AIM OF THE TASK:
Every record should be copied exactly, and the images omitted.

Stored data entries
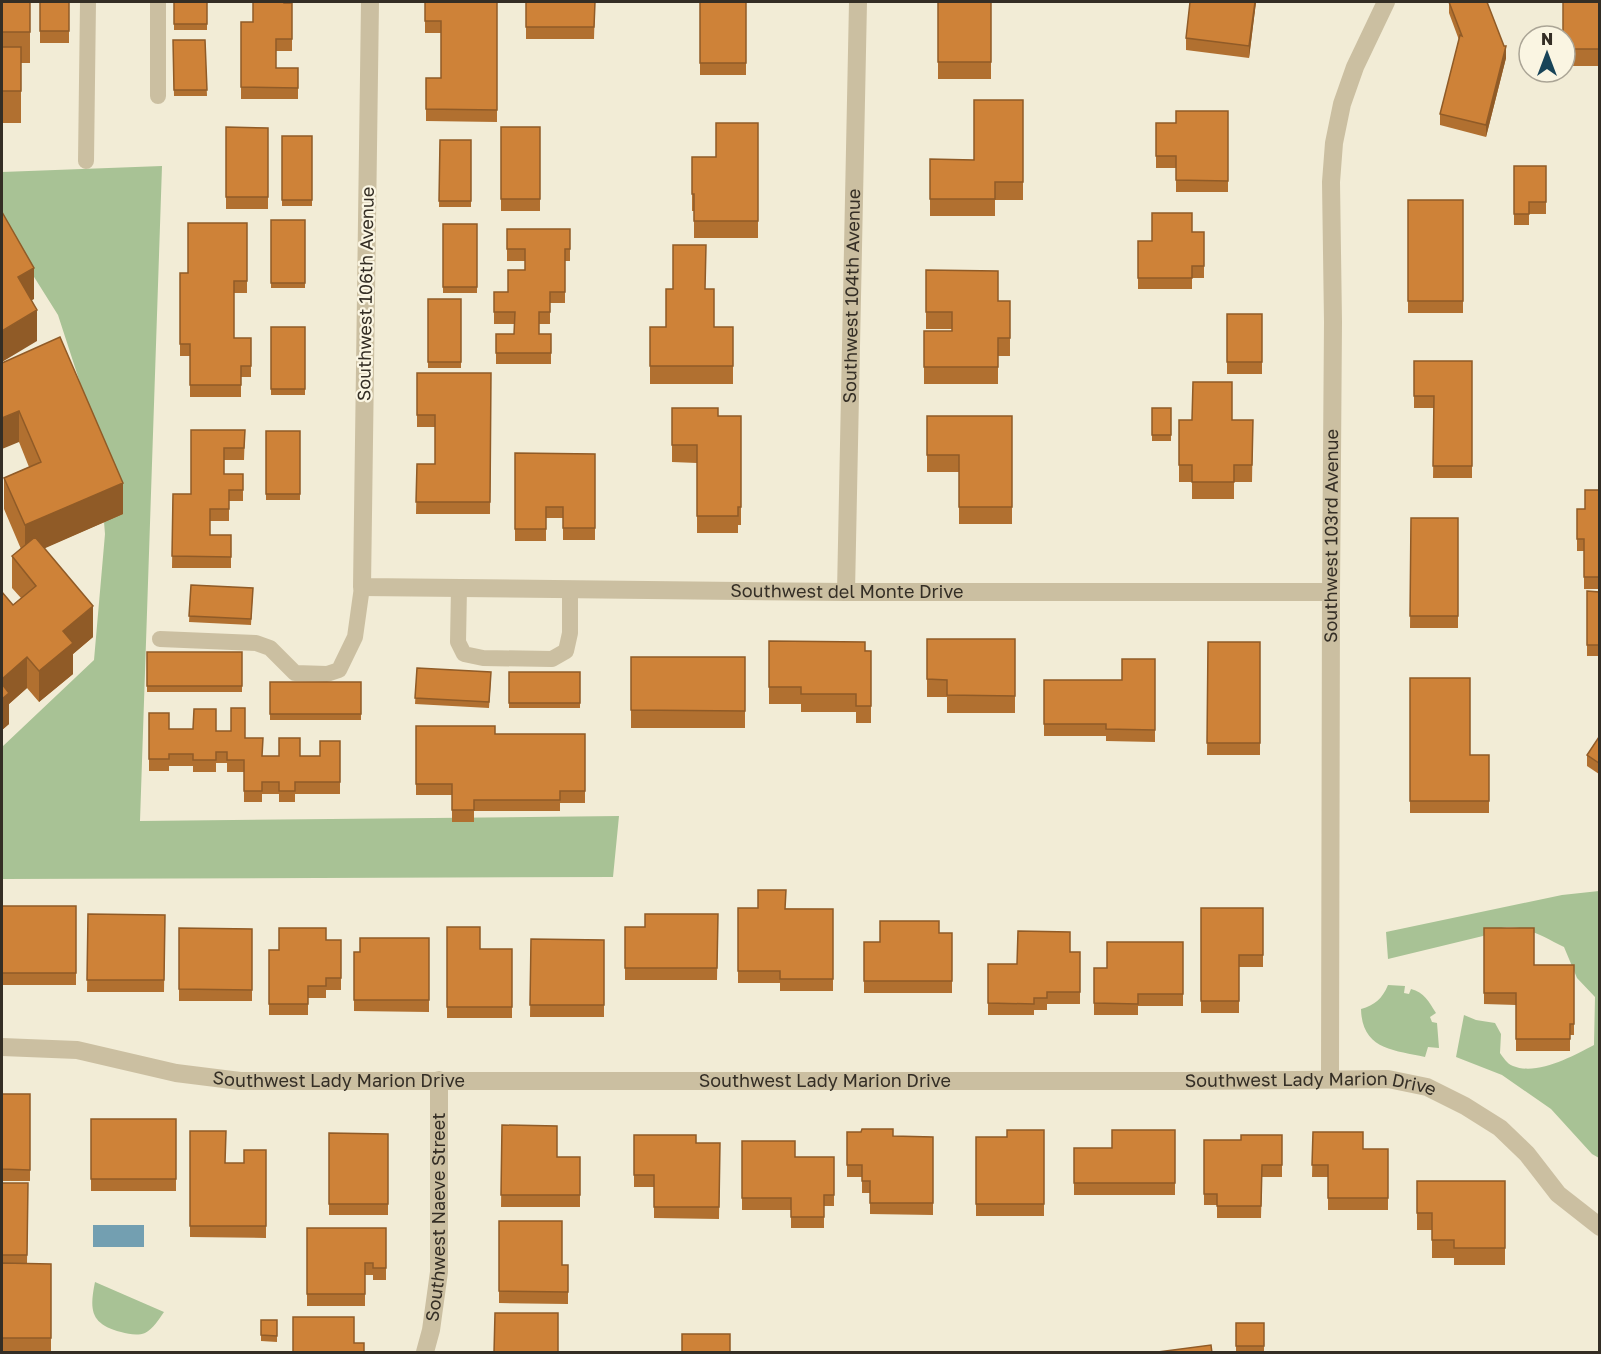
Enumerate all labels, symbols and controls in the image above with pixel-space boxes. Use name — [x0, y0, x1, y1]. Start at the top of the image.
north arrow — [1517, 24, 1577, 84]
text: N — [1541, 29, 1553, 49]
street label: Southwest 106th Avenue — [352, 187, 378, 401]
street label: Southwest 104th Avenue — [838, 188, 864, 404]
street label: Southwest 103rd Avenue — [1319, 429, 1342, 643]
street label: Southwest del Monte Drive — [730, 579, 964, 602]
street label: Southwest Lady Marion Drive — [212, 1066, 465, 1091]
street label: Southwest Lady Marion Drive — [1185, 1067, 1441, 1100]
street label: Southwest Lady Marion Drive — [699, 1069, 951, 1091]
street label: Southwest Naeve Street — [420, 1113, 449, 1323]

OUTPUT OF THE TASK:
Enumerate all labels, symbols and controls in the image above with pixel-space boxes. Use name — [x0, y0, x1, y1]. Start at the top of the image.
north arrow — [1517, 24, 1577, 84]
text: N — [1541, 29, 1553, 49]
street label: Southwest 106th Avenue — [352, 187, 378, 401]
street label: Southwest 104th Avenue — [838, 188, 864, 404]
street label: Southwest 103rd Avenue — [1319, 429, 1342, 643]
street label: Southwest del Monte Drive — [730, 579, 964, 602]
street label: Southwest Lady Marion Drive — [212, 1066, 465, 1091]
street label: Southwest Lady Marion Drive — [1185, 1067, 1441, 1100]
street label: Southwest Lady Marion Drive — [699, 1069, 951, 1091]
street label: Southwest Naeve Street — [420, 1113, 449, 1323]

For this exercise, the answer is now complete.